5. Discuss this, from Robin Wentworth Mayer, in Stepping Stones for Stumbling Saints (Brethren Press, 2001): "When I was little I was never selected to be an angel in the Christmas program. I've been Mary, I've been a shepherd, I've been a wise man ... seems like one year I was even that back half of a camel.
     "But the angels' roles were usually reserved for the little girls with blonde curls, fair skin, and blue eyes. I can remember drooling with envy over the tinsel halos and chiffon wings they got to wear while I trudged around in somebody's bathrobe. I also remember feeling unlucky, unspecial, unfavored ... in a word, unworthy.
     "The experiences of childhood make their mark. Now, nobody set out to hurt me; mine was just one of countless situations where stereotypes were left unquestioned, and consequently feelings were overlooked. And while this was undoubtedly not the only factor hampering the development of my self-esteem, it left an indelible impression."
Responding to the News
Today's lesson invites us to learn at least three things:
1) One is to be aware of our natural tendency to be biased toward people one way or the other based on their looks. But an even further point is that trying to avoid this bias is not just smart behavior; it is also a religious matter. If we are trying to be followers of Jesus, then we ought to work at looking past a person's physical appearance.

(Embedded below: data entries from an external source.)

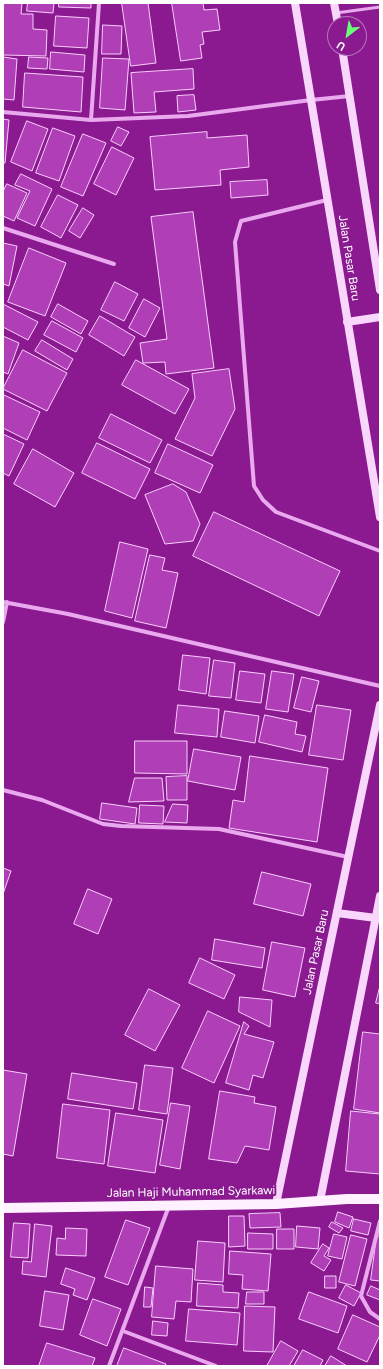 <!DOCTYPE html>
<html>
<head>
<meta charset="utf-8">
<style>
  body { margin:0 }
  #map { position:relative; width:383px; height:1369px; overflow:hidden; background:#8b1a91; font-family:Figtree,sans-serif }
  canvas { display:block }
  .frame { position:absolute; inset:0; border:4px solid #fff; pointer-events:none }
  .north { position:absolute; left:327px; top:16px; width:40px; height:40px; box-sizing:border-box; background:#8b1a91; border:1px solid #b976bd; border-radius:50%; rotate:211deg; font-size:11px; font-weight:700; line-height:16px; text-align:center; color:#fff }
  .north::after { content:''; display:block; margin:auto; width:14px; height:18px; background:#67ff76; clip-path:polygon(50% 0,100% 100%,50% 72%,0 100%) }
</style>
</head>
<body>
<div id="map">
<canvas width="383" height="1369"></canvas>
<div class="frame"></div>
<div class="north">U</div>
</div>
<script>
const g = document.querySelector('canvas').getContext('2d');
g.lineJoin = 'round';
function fillPath(path, color) {
  g.fillStyle = color;
  g.fill(path, 'evenodd');
}
function stroke(path, color, width, dash) {
  g.strokeStyle = color;
  g.lineWidth = width;
  g.lineCap = dash ? 'butt' : 'round';
  g.setLineDash(dash || []);
  g.stroke(path);
}
function drawText(font, color, halo, rows, align = 'center') {
  g.font = font + ' Figtree,sans-serif';
  g.lineWidth = 4;
  g.setLineDash([]);
  g.textBaseline = 'middle';
  g.strokeStyle = halo;
  g.fillStyle = color;
  for (const [text, x, y, turn = 0] of rows) {
    g.save();
    g.translate(x, y);
    g.rotate((+turn || 0) * Math.PI / 180);
    g.textAlign = isNaN(turn) ? turn : align;
    if (halo) g.strokeText(text, 0, 0);
    g.fillText(text, 0, 0);
    g.restore();
  }
}
const building = new Path2D(`
  M3,3H22L21,14H33V29L47,30L46,56L3,55Z
  M28,3H54L53,13L27,11Z
  M59,3H91V8L59,7Z
  M122,3H148L156,63L131,66Z
  M172,3H203L204,10L217,9L220,30L202,32L204,44L200,45L202,58L181,61Z
  M56,16L89,18L87,48L54,46Z
  M103,25L122,26L121,54H102Z
  M51,52L85,55L84,72L50,69Z
  M3,57L17,59L14,100L3,99Z
  M29,57L48,58L47,69L28,68Z
  M103,58L129,59L125,110L100,108Z
  M193,69L194,89L154,92L156,112L134,113L131,73Z
  M25,73L83,77L81,112L23,107Z
  M194,95L196,110L178,112L177,96Z
  M3,119L9,120L5,163H3Z
  M27,121L48,129L32,171L11,162Z
  M118,127L129,132L121,146L111,141Z
  M53,128L75,136L59,181L36,173Z
  M207,132V138L247,135L249,167L220,170L221,185L155,190L150,137Z
  M83,134L106,143L83,196L61,187Z
  M112,147L134,158L116,195L94,184Z
  M21,174L52,189L35,226L17,218L30,191L15,185Z
  M267,180L268,195L231,198L230,182Z
  M7,184L27,193L14,221L3,216V192Z
  M58,195L78,205L61,238L41,227Z
  M83,208L94,215L80,238L69,231Z
  M193,212L214,368L166,374L165,362L143,363L140,343L167,339L151,217Z
  M3,243L17,246L9,286L3,284Z
  M29,248L66,263L45,316L8,302Z
  M115,282L138,294L124,321L101,310Z
  M144,299L160,308L145,337L129,328Z
  M3,304L38,322L28,340L3,327Z
  M58,304L88,321L81,334L51,317Z
  M100,316L135,337L124,356L89,335Z
  M52,321L83,338L76,352L44,335Z
  M3,336L19,343L8,374L3,372Z
  M42,340L73,359L67,370L35,351Z
  M23,350L67,373L47,411L3,389Z
  M136,360L189,389L175,414L122,385Z
  M229,369L235,409L212,456L175,439L195,398L192,374Z
  M4,395L40,412L27,440L3,428Z
  M111,414L162,440L150,463L99,438Z
  M3,434L24,444L9,476L3,473Z
  M97,443L150,469L135,499L82,473Z
  M168,444L213,465L200,493L155,473Z
  M33,449L74,473L55,507L14,484Z
  M173,484L186,492L200,524L193,541L165,544L145,495Z
  M214,512L340,571L319,616L193,556Z
  M120,542L148,549L132,618L105,611Z
  M150,555L165,558L162,570L178,573L166,628L135,621Z
  M183,655L210,658L206,694L179,690Z
  M214,660L235,663L231,698L209,696Z
  M240,671L265,674L261,703L236,700Z
  M272,671L294,674L288,712L266,709Z
  M302,677L319,681L311,712L294,708Z
  M178,705L219,709L217,737L175,733Z
  M317,705L351,710L343,760L309,755Z
  M225,711L259,716L255,743L221,737Z
  M265,715L297,722L295,734L306,736L302,752L259,742Z
  M135,741H187V774L135,773Z
  M194,749L241,757L235,790L188,781Z
  M250,756L328,768L317,842L229,828L233,800L244,802Z
  M187,776V800H167L166,777Z
  M135,778H162L164,801L129,802Z
  M102,803L137,808L135,824L100,819Z
  M173,804L188,805L187,823L165,822Z
  M140,805L164,806L163,824L139,823Z
  M3,868L11,871L3,894Z
  M262,872L311,884L303,916L254,904Z
  M88,889L112,899L98,934L74,924Z
  M215,939L265,948L262,968L212,960Z
  M272,942L305,948L295,997L263,990Z
  M200,958L235,975L224,999L189,983Z
  M380,986V1004L376,1003Z
  M149,989L180,1005L155,1051L125,1035Z
  M240,997L272,1000L270,1027L239,1012Z
  M208,1011L240,1026L214,1083L182,1068Z
  M244,1022L249,1026L244,1034L274,1042L263,1078L253,1075L249,1090L226,1083Z
  M363,1032L380,1034V1113L354,1109Z
  M145,1065L173,1068L167,1114L139,1110Z
  M3,1070L27,1074L13,1156L3,1154Z
  M72,1073L137,1083L133,1109L68,1099Z
  M220,1091L255,1097L254,1103L276,1107L269,1150L245,1146L237,1163L209,1159Z
  M171,1103L190,1106L180,1169L160,1165Z
  M63,1104L110,1110L104,1164L57,1158Z
  M351,1111L380,1114V1174L346,1171Z
  M116,1113L163,1120L155,1173L108,1166Z
  M338,1212L353,1217L349,1228L335,1222Z
  M280,1213L281,1227L250,1228L249,1214Z
  M229,1216H244L245,1246L229,1247Z
  M354,1219L371,1223L368,1235L351,1231Z
  M126,1220L150,1228L128,1285L105,1277Z
  M332,1222L343,1228L339,1233L329,1227Z
  M14,1223L30,1224L28,1258L11,1257Z
  M35,1224L52,1226L46,1277L22,1274L23,1261L31,1262Z
  M297,1226L320,1228L318,1249L296,1247Z
  M66,1228L87,1229L86,1256L56,1255L57,1238L65,1239Z
  M277,1229H294V1249H277Z
  M248,1233L273,1234V1249H248Z
  M334,1234L347,1237L342,1259L328,1256Z
  M351,1235L367,1239L355,1286L339,1282Z
  M377,1236H380V1281L371,1280Z
  M198,1241L225,1243L223,1282L195,1280Z
  M323,1244L329,1248L324,1256L331,1260L324,1271L311,1263Z
  M230,1251L271,1254L268,1291L242,1289L243,1275L229,1274Z
  M156,1266L193,1269L191,1302L176,1301L174,1319L152,1317Z
  M66,1268L95,1278L87,1300L73,1295L75,1289L61,1284Z
  M325,1276H336V1288H325Z
  M198,1283L223,1285V1292L239,1293L238,1308L197,1306Z
  M346,1285L361,1293L354,1306L339,1298Z
  M371,1286L380,1290V1300L367,1295Z
  M145,1287L153,1288L151,1307H144Z
  M45,1291L69,1295L63,1330L40,1326Z
  M247,1292H264V1304H246Z
  M309,1292L347,1306L338,1333L299,1319Z
  M93,1299L121,1309L107,1346L80,1335Z
  M245,1306L275,1307L273,1352L244,1351Z
  M189,1309L240,1313L237,1345L186,1341Z
  M353,1315L380,1327V1335L367,1362L338,1349Z
  M153,1321L168,1323L167,1336L152,1335Z
  M281,1341L298,1351L289,1366H267Z
  M47,1343L95,1358L92,1366H39Z
  M124,1348L166,1364L165,1366H117Z
  M303,1350L323,1360L320,1366H294Z
  M331,1356L347,1366H325Z`);
fillPath(building, '#b03eb7');
stroke(building, '#f8cffb', 1);
stroke(new Path2D(`
  M336,13L380,7`), '#eaa9ef', 3);
stroke(new Path2D(`
  M3,112L91,120L188,116L311,100L350,96
  M91,120L99,3
  M327,200L241,221L235,242L254,486L263,500L276,512L380,551
  M3,228L114,264
  M3,602L68,614L380,686
  M3,622L7,602
  M3,790L42,800L103,824L121,826L219,829L348,857
  M380,1221L361,1296L370,1312L380,1319
  M123,1331L216,1366
  M109,1366L169,1206`), '#eaa9ef', 4);
stroke(new Path2D(`
  M295,3L380,517
  M334,3L338,24
  M342,48L380,290
  M347,322L380,317
  M337,913L376,918
  M320,1201L380,896
  M276,1204L380,705`), '#f9d6fb', 8);
stroke(new Path2D(`
  M3,1208L276,1204L347,1199H380`), '#fff1ff', 10);
drawText('12px', '#fff', '#8b1a91', [
  ["Jalan Pasar Baru",349,258,81],
  ["Jalan Pasar Baru",316,952,-78],
  ["Jalan Haji Muhammad Syarkawi",191,1192,-1]
]);
</script>
</body>
</html>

2) The lesson also invites us to learn a different meaning of beauty. Saying that God looked on David's heart and found him worthy to be the next king is a way of saying that even though David was a good-looking man, his real beauty was at the heart level. Jesus told the Pharisees that cleaning the inside of the cup (that is, their hearts) would result in a clean outside. That is a way of saying that they would then reflect God's beauty.
3) The lesson also invites us to learn about the moral nature of God. Frankly, we don't know why God made some of us better-looking than others of us or why he made us so that we are able to prefer certain physical attributes over others, but it raises our confidence in the moral nature of God to know that when God looks at each of us, he sees our hearts and is not misled by our appearances.
Closing Prayer
Thank you, O God, that you see us at the deepest levels and know what's in our hearts. Help us to express our inner commitment in outward ways that bless others. In Jesus' name. Amen.